Para quem acompanha o blog,  deve se lembrar de um relato meu de minha alegria ao andar num ônibus lotado, quente e abafado, mas sozinha sem precisar de ninguém. (Se você não leu, clica aqui ó). Então, eu não poderia deixar de relatar minhas novas experiências pelo metrô de São Paulo.

Eu já morei em São Paulo anos atrás. Dos meus 17 para 18 anos, quando estava na época do cursinho ( no Anglo Tamandaré). Era 2004, e eu também acordava cedo, pouco depois das 5:30hs da manhã e saía de casa pouco depois das 6hs para pegar metrô na estação Saúde e desembarcar na estação São Joaquim. Era um caminho curto e algumas vezes lotado, especialmente na volta. Na ida era simples.

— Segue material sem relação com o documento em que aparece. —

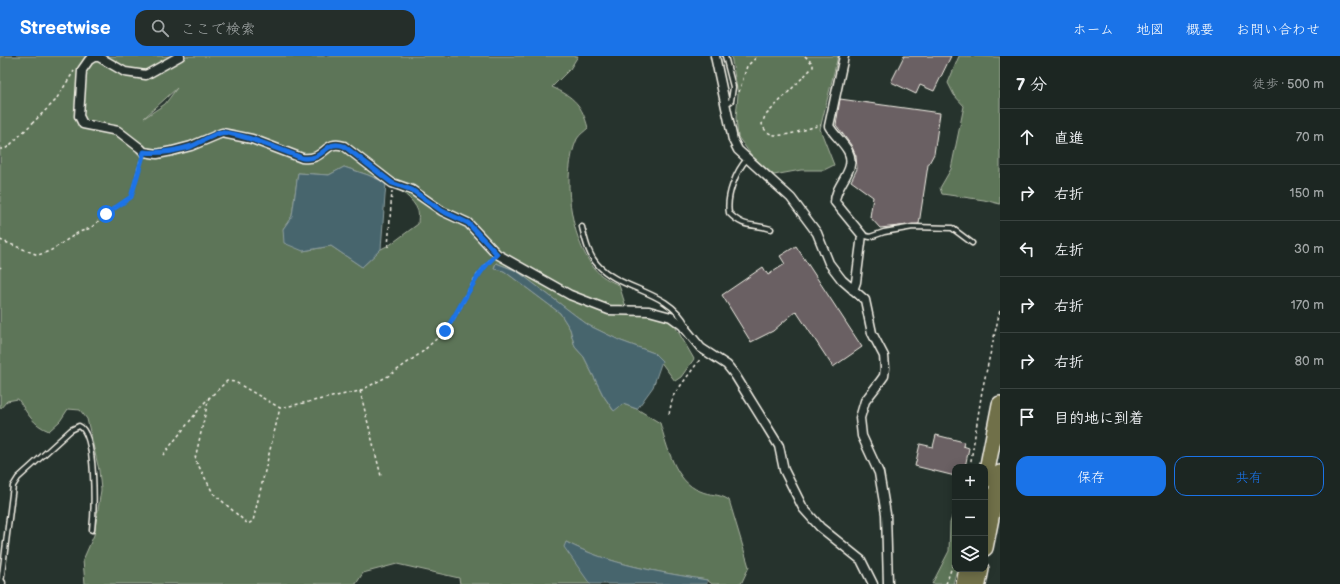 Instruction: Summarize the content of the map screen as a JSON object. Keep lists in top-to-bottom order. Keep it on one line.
{"page":{"header":"Streetwise","search":"ここで検索","nav":["ホーム","地図","概要","お問い合わせ"],"heading":["7 分","徒歩 · 500 m"],"list":[["直進","70 m"],["右折","150 m"],["左折","30 m"],["右折","170 m"],["右折","80 m"],"目的地に到着"],"buttons":["保存","共有"],"map_buttons":["+","−"]}} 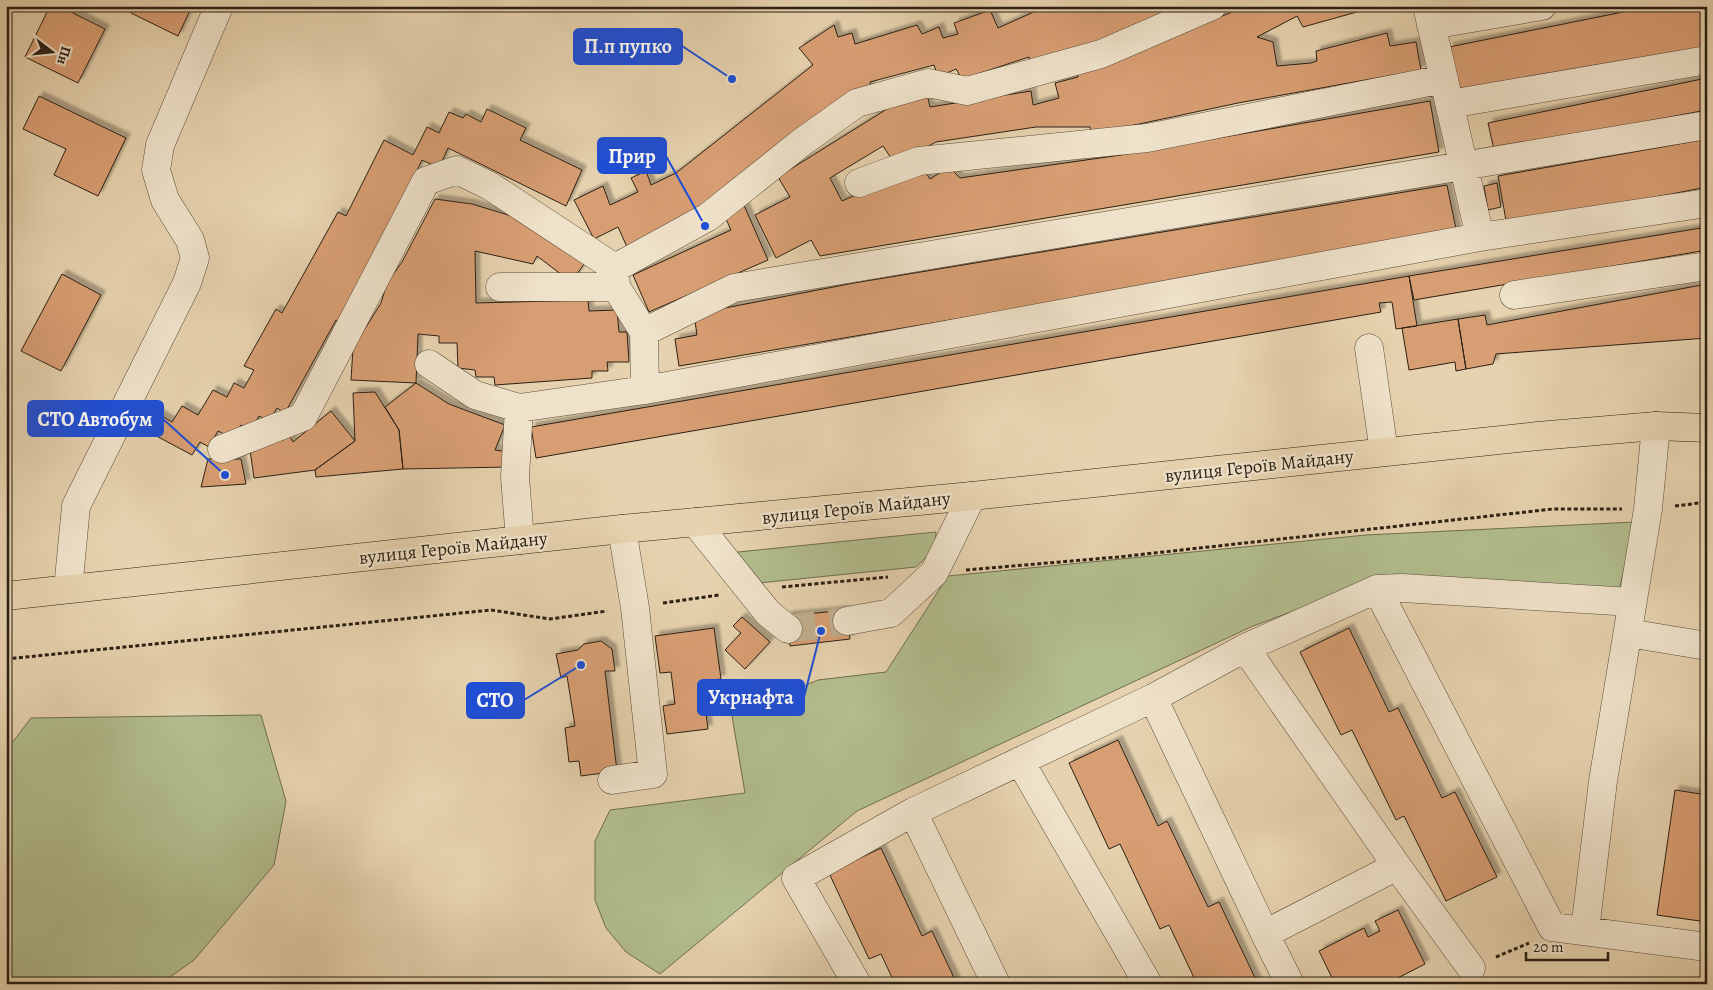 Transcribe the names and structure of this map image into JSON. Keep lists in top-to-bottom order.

Nos dias de hoje parece que mais e mais pessoas frequentam o metrô. E em todos os horários! Todos os horários mesmo! Chego ao metrô Santos-Imigrantes pouco depois das 7hs.  Durante as primeiras três semanas de trabalho, meu cartão de transporte não estava pronto, então toda manhã eu comprava duas passagens de metrô. Essa parte é a melhor, a menos sofrida. Apenas uma vez peguei fila... e ainda era uma fila minúscula de umas três pessoas apenas. Ainda subo para a plataforma quase todos os dias ao som de um senhor tocando piano. É uma daquelas estações em que se vê um piano em um canto com um cartaz convidando qualquer um a tocá-lo. E quase sempre realmente, há alguém tocando.

E então chega o metrô, e as sardinhas se empurram para dentro, se segurando como podem, fazendo pressão em quem já estava por lá e sendo espremidas pelos que vem atrás. É tanta gente... tanta gente... que eu realmente fico pensando como isto é possível... será que todo mundo que está aqui comigo curte isso? Morar aqui? Num lugar assim tão urbano, tão lotado, tão... caótico? O tempo todo?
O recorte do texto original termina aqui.